Fan-filmed video footage of THE WINERY DOGS‘ November 5 performance at The Canyon club in Agoura Hills, California can be seen below.
THE WINERY DOGS is the power trio featuring drummer Mike Portnoy (DREAM THEATER, AVENGED SEVENFOLD, ADRENALINE MOB), legendary bassist Billy Sheehan (MR. BIG, TALAS, DAVID LEE ROTH) and guitarist/vocalist Richie Kotzen (MR. BIG, POISON).
The band’s sophomore album, “Hot Streak”, debuted at No. 30 on The Billboard 200 chart, having shifted 13,000 equivalent album units in the week ending October 8.
The Billboard 200 ranks the most popular albums of the week based on multi-metric consumption, which includes traditional album sales, track equivalent albums (TEA) and streaming equivalent albums (SEA).
“Hot Streak” was released on October 2 in North America on Loud & Proud Records via RED (a division of Sony Music Entertainment) and in the rest of the world via earMUSIC. It was preceded by the first single, “Oblivion”, which was made available on August 25 at radio. A double vinyl edition of the new album is also in the works and is due out in early November.
“Hot Streak” shows the powerfully pedigreed trio’s initial burst of collective chemistry was no accident, from the strum and headbang of “Captain Love” to the propulsive uplifting vibe of “The Bridge” to the introspective acoustic harmonic convergence of “Fire”. If these three DOGS thought they captured lightning in a supper dish the first time around, “Hot Streak” barks ups the aural ante into exciting new territory.

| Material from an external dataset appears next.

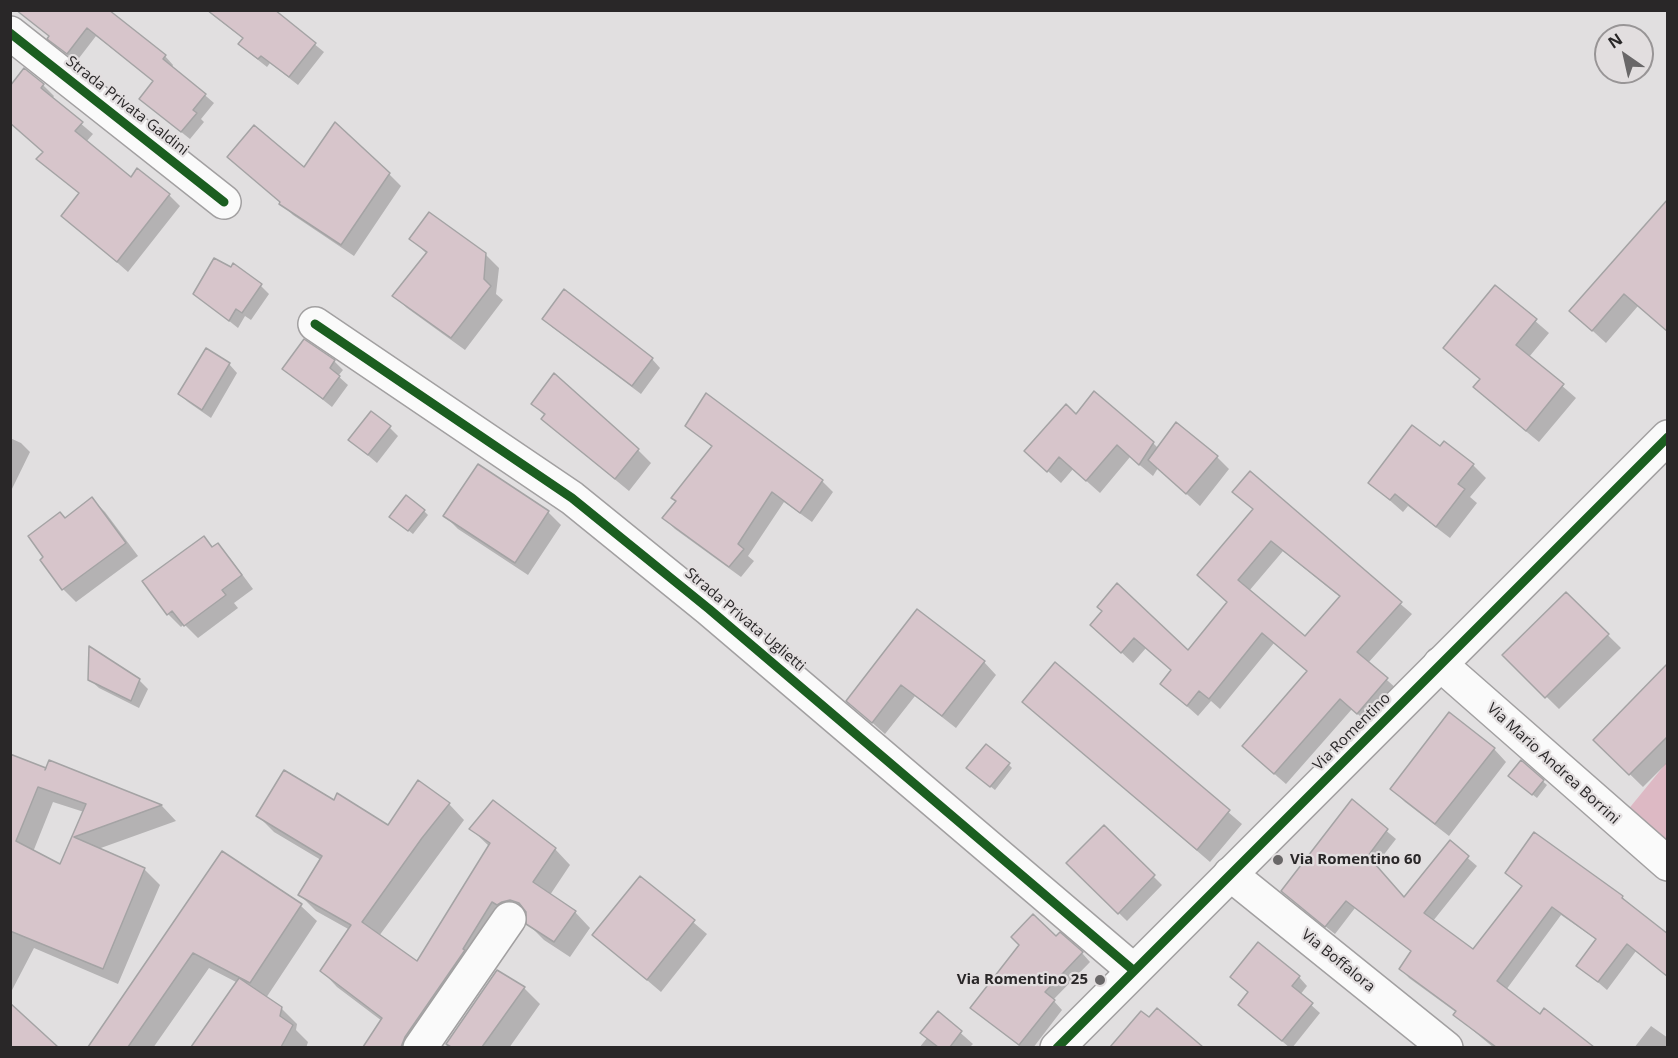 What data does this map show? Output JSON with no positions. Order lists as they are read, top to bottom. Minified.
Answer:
{"streets":{"street":["Strada Privata Galdini","Strada Privata Uglietti","Via Romentino","Via Mario Andrea Borrini","Via Boffalora"]},"crossings":[["Strada Privata Uglietti","Via Romentino"],["Via Romentino","Via Mario Andrea Borrini"],["Via Romentino","Via Boffalora"]],"places":["Via Romentino 60","Via Romentino 25"],"north":"top left"} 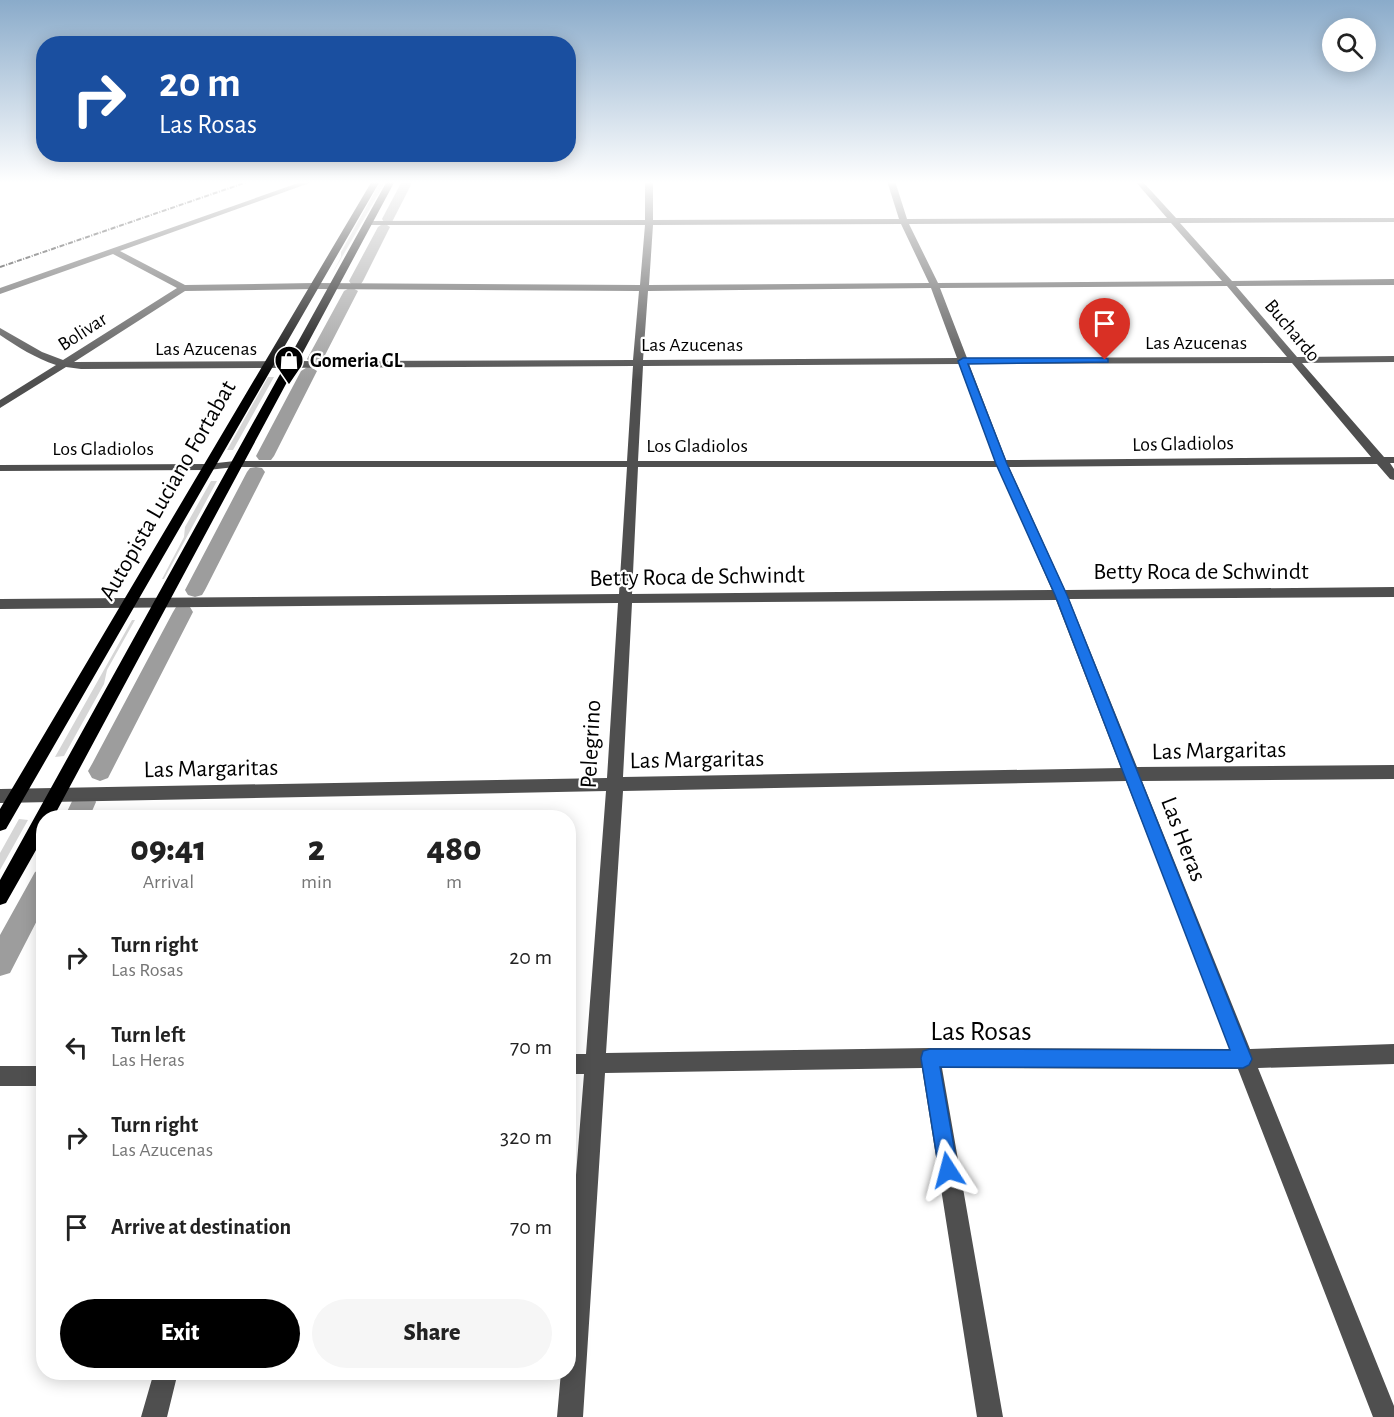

“I feel we’ve taken the band to another level,” explains Kotzen. “The compositions are stronger on this album. I feel more connected lyrically and musically to what I did on this record than on the last one. We’ve widened the musical scope of the band on this record and moved it forward.”
Portnoy adds: “Everything on this album was more of a collaboration than on the first album. There’s just a natural chemistry. The three of us really mesh very, very well, both musically and personally. The mission of this band is to write catchy songs, and not have the musicianship overpower that.”
“I’m glad we’re not playing it safe and just doing songs that automatically fit in the category of what we did on the first record,” Sheehan concludes. “Some of them are a little different, and we definitely took chances. And you have to do that — otherwise, you don’t grow.”